How to present evidence in tax proceedings, or: less is sometimes more

Many of you have no doubt encountered a request for evidence during a tax inspection. However, being overzealous in providing evidence may not always pay off. What specific evidence a taxpayer is required to produce at each stage of a tax inspection is closely related to the issue of the distribution of the burden of proof, which we discussed in our previous issue of the Tax and Legal Update.

The transfer of the burden of proof and the taxpayer’s specific obligations in submitting evidence are not regulated in detail in the general tax regulations. However, the specifics are all the more often the subject matter of review by administrative courts, with the Supreme Administrative Court producing extensive case law on this issue. The general rule is that everyone has the burden of proving the facts they assert in their tax return, most often by submitting tax documents, bank statements, accounting records, photographs, and witness statements, while the choice of the specific evidence always depends on the asserted facts.

Although the tax administrator is obliged to ascertain all relevant facts to determine the tax liability while not being limited to the taxpayer’s proposals, the tax procedure itself is not governed by the inquisitorial principle. Therefore, the tax authority will not purposely seek evidence in your favour and prove the correctness of the claim made in the tax return. The tax authority's duties therefore normally end with a call to prove the facts.

If you manage to present comprehensive evidence to support your assertions, it is then up to the tax authority to credibly challenge this evidence as part of the transfer of the burden of proof, e.g., by requesting further evidence. However, generally, the provision of evidence in its first phase should primarily involve the provision of documents.  Only after the tax authority has sufficiently challenged these should witness statements and photographic documentation come into play.

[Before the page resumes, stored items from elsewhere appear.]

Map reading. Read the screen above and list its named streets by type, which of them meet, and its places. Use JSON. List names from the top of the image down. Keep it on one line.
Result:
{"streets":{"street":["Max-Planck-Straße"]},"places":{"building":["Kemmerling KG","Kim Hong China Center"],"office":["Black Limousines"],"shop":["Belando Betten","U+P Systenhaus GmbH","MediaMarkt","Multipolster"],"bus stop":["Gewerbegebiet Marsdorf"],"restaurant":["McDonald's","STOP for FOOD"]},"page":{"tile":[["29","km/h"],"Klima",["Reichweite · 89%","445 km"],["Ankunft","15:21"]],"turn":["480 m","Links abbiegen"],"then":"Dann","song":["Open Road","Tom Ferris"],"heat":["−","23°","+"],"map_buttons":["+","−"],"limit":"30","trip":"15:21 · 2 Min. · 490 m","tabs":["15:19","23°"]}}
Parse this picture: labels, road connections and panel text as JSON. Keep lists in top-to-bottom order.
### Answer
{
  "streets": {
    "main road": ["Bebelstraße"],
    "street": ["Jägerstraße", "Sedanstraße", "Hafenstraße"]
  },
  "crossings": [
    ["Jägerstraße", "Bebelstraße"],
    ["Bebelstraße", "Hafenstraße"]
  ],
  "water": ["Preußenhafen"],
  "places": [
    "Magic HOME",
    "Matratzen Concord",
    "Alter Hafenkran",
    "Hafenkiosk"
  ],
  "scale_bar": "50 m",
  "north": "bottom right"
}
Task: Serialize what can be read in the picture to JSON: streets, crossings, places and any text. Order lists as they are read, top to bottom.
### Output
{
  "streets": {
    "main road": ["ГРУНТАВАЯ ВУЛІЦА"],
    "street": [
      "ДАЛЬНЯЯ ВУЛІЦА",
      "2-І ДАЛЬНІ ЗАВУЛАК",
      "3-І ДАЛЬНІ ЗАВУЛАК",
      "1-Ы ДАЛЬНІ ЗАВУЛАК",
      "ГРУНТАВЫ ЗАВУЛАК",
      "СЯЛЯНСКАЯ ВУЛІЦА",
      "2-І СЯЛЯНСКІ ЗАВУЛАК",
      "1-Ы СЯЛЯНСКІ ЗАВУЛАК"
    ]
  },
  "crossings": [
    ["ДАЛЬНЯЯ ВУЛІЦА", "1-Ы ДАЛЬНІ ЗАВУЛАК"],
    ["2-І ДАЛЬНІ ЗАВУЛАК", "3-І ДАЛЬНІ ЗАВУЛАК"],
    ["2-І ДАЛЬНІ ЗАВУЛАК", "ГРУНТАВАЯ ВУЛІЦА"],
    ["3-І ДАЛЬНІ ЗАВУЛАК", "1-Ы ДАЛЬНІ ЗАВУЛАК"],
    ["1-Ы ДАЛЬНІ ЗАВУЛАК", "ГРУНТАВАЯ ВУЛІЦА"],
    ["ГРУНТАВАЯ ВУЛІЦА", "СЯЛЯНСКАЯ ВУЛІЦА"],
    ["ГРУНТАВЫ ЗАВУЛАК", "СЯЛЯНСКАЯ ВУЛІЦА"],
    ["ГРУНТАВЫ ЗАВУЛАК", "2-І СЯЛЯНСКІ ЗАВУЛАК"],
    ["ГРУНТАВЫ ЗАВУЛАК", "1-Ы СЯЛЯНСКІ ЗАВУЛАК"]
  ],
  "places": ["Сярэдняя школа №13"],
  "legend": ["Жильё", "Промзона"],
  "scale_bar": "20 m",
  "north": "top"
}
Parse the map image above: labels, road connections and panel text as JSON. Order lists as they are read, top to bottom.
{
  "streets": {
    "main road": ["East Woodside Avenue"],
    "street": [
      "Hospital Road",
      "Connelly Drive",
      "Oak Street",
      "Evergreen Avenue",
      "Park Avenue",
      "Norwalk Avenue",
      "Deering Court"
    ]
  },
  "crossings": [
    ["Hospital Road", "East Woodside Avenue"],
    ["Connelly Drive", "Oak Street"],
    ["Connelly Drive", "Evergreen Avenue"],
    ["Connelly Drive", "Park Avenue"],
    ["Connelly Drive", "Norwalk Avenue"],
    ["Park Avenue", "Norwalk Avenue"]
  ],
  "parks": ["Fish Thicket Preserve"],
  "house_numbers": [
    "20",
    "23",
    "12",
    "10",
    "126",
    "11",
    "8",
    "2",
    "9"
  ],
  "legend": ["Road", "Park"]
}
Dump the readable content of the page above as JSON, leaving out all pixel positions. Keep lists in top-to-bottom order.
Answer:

The tax administrator is not entitled to request documents on all transactions, but only those that are being challenged in a specific way, i.e., the request must be quite specific. Only evidence directly relating to the disputed facts should then be submitted, all the while carefully considering the scope of such evidence. Anything you say can be used against you, which we know from American films, also applies in tax proceedings. Any evidence you present to the tax authorities may prove problematic for you at later stages of the tax inspection. Moreover, tax proceedings are a long process, and it is not wise to play all the cards you have up your sleeve at the very beginning. It is often only during the tax inspection that you come to know what the tax authority’s intentions are and on what grounds the tax liability is additionally assessed, and you should react accordingly.

However, it is definitely not appropriate not to respond to the tax authority's request at all. Even though less may indeed be more in this case, doing nothing is not the right choice: if you do not respond, there is a risk of failure in the tax inspection and, in the most extreme case, even of an additional assessment of tax by the tax administrator using whatever information and materials available.